The most irritating thing about speaking at conferences is having your photograph taken

The most irritating thing about speaking at conferences is having your photograph taken. You would think that taking a photograph of the speakers should take about three seconds. In fact, it invariably takes the best part of an hour of standing in the cold, chatting unnaturally to people you are often expected to go back into the hall with and tear lumps off.

Photographers always know what they want. First, they want everyone standing together, discussing the conference brochure, looking seriously at each other as though chatting spontaneously among themselves. Then they want everyone sitting down, discussing the conference brochure, smiling at each other as though chatting spontaneously among themselves. Then they want everyone looking at the camera, discussing the conference brochure while talking out of the sides of their mouths. The end result is invariably a murky, nondescript image of a group of people pretending to talk about a conference brochure.
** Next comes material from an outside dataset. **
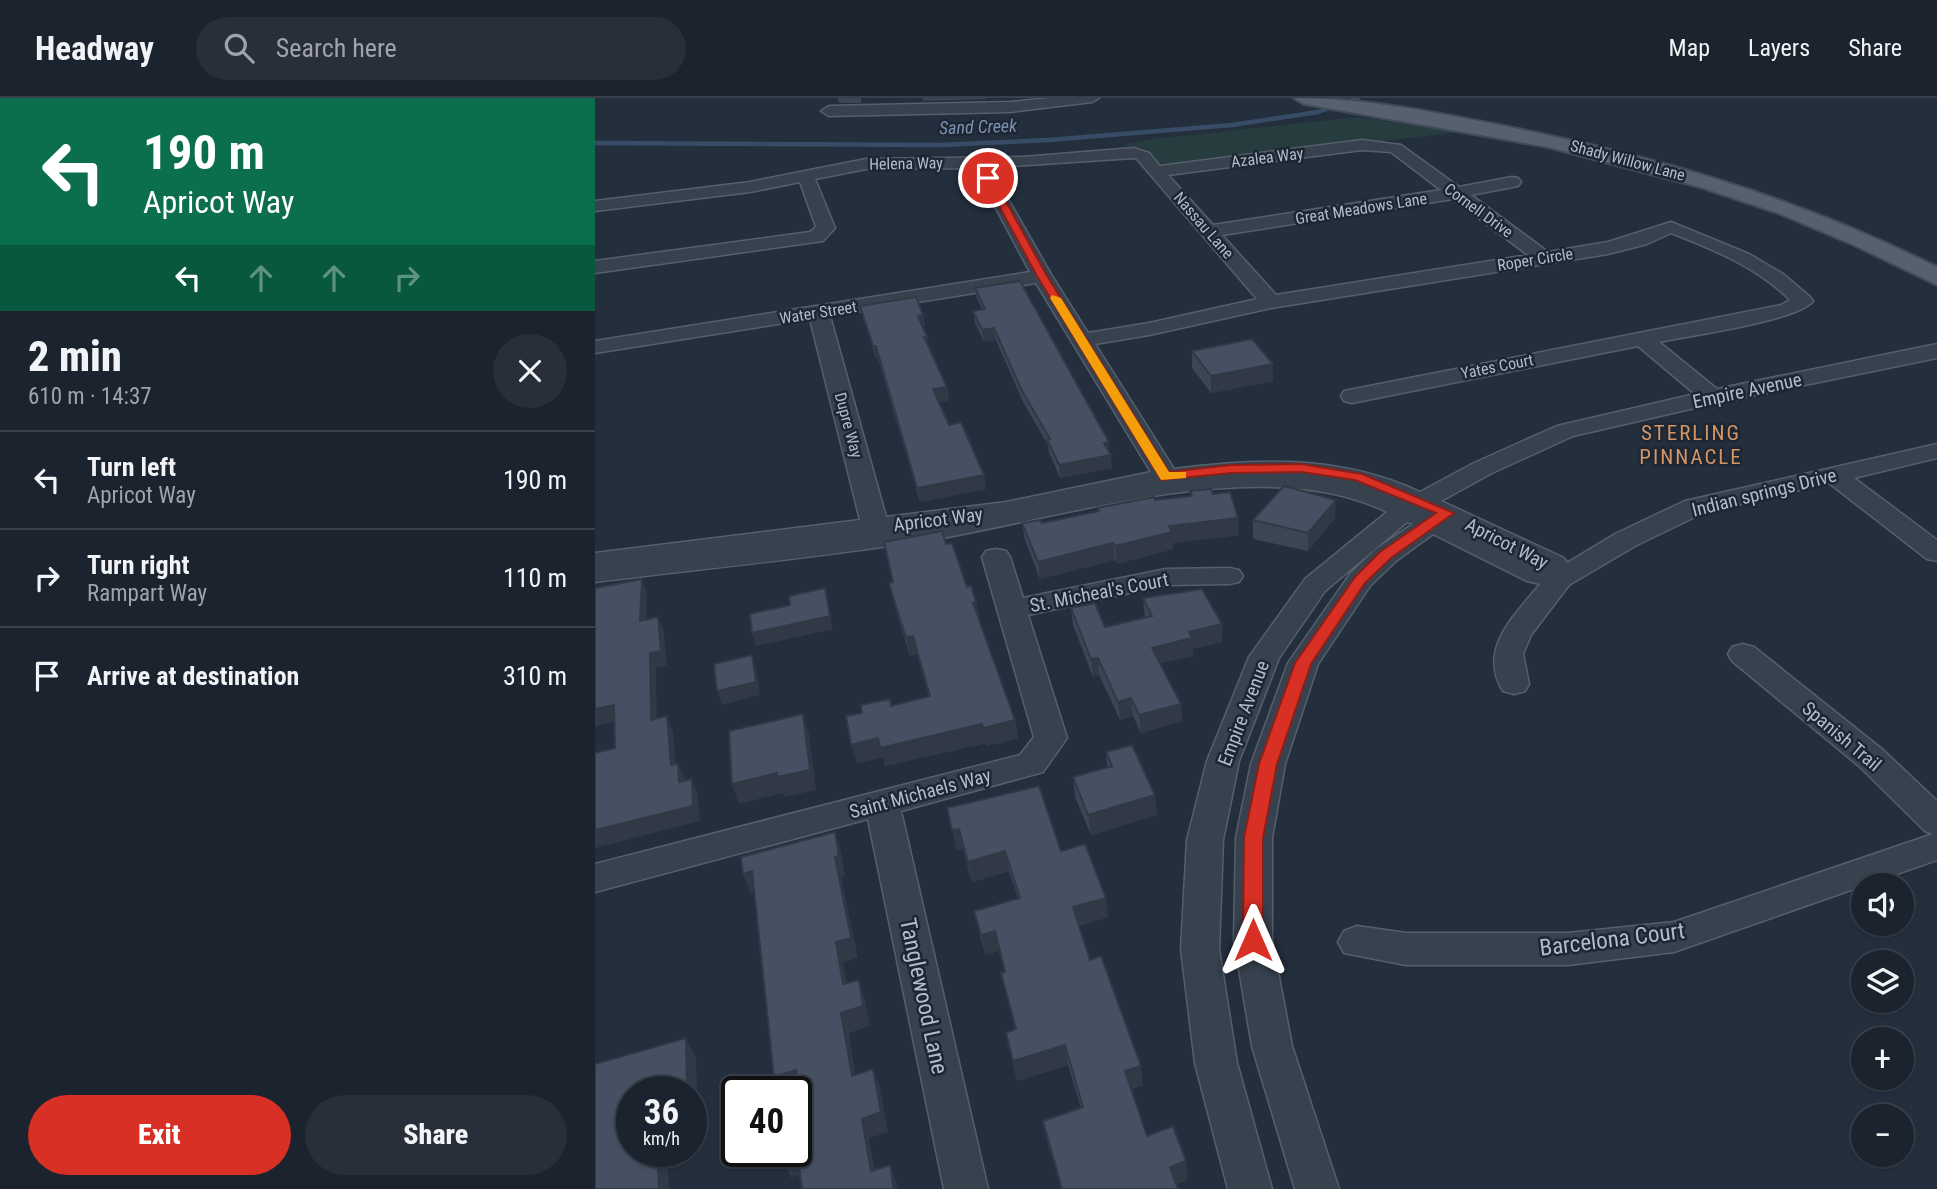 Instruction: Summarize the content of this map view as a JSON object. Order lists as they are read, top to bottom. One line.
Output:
{"streets":{"main road":["Shady Willow Lane"],"street":["Azalea Way","Helena Way","Great Meadows Lane","Cornell Drive","Nassau Lane","Roper Circle","Water Street","Yates Court","Empire Avenue","Dupre Way","Indian springs Drive","Apricot Way","St. Micheal's Court","Spanish Trail","Saint Michaels Way","Barcelona Court","Tanglewood Lane"]},"crossings":[["Azalea Way","Cornell Drive"],["Azalea Way","Nassau Lane"],["Helena Way","Nassau Lane"],["Great Meadows Lane","Cornell Drive"],["Great Meadows Lane","Nassau Lane"],["Cornell Drive","Roper Circle"],["Nassau Lane","Roper Circle"],["Roper Circle","Yates Court"],["Water Street","Dupre Way"],["Empire Avenue","Apricot Way"],["Dupre Way","Apricot Way"],["Indian springs Drive","Apricot Way"],["St. Micheal's Court","Saint Michaels Way"],["Saint Michaels Way","Tanglewood Lane"]],"districts":["STERLING PINNACLE"],"water":["Sand Creek"],"page":{"header":"Headway","search":"Search here","nav":["Map","Layers","Share"],"turn":["190 m","Apricot Way"],"heading":["2 min","610 m · 14:37"],"list":[{"name":"Turn left","note":"Apricot Way","value":"190 m"},{"name":"Turn right","note":"Rampart Way","value":"110 m"},{"name":"Arrive at destination","value":"310 m"}],"map_buttons":["+","−"],"speed":"36 km/h","limit":"40","buttons":["Exit","Share"]}}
Last Tuesday at the Céifin conference in Ennis, the procedure was not rendered any less crazy-making by virtue of my certainty throughout the procedure that none of these photographs would see the light of day. I was there to speak about the media, to the title, The Myth of Free Speech: How Mass Media Suppress the Truth of the Human Heart. Since one of the points I was about to make was that the media never, if it can avoid it, gives space to criticisms of itself, there was an added sense of futility about the two, yes two, photo sessions that preceded the talking-shop.

I had been invited, I think, because last year I had a go here at the Céifin conference and its seemingly relentless parade of public figures and clerics telling us that we should tiptoe back to poverty, with our shopping bags in one hand and our consciences in the other. Last Tuesday I expanded a little on this analysis, but mainly concerned myself with giving an insider's understanding of how the media operates, without thinking about it, to create the mainstream of public thought. My starting point was that what appears on the front page of today's newspapers is not an objective summary of the significant things that happened yesterday, but an ideological selection based on the prejudices, agendas and assumptions of a relatively small group of people.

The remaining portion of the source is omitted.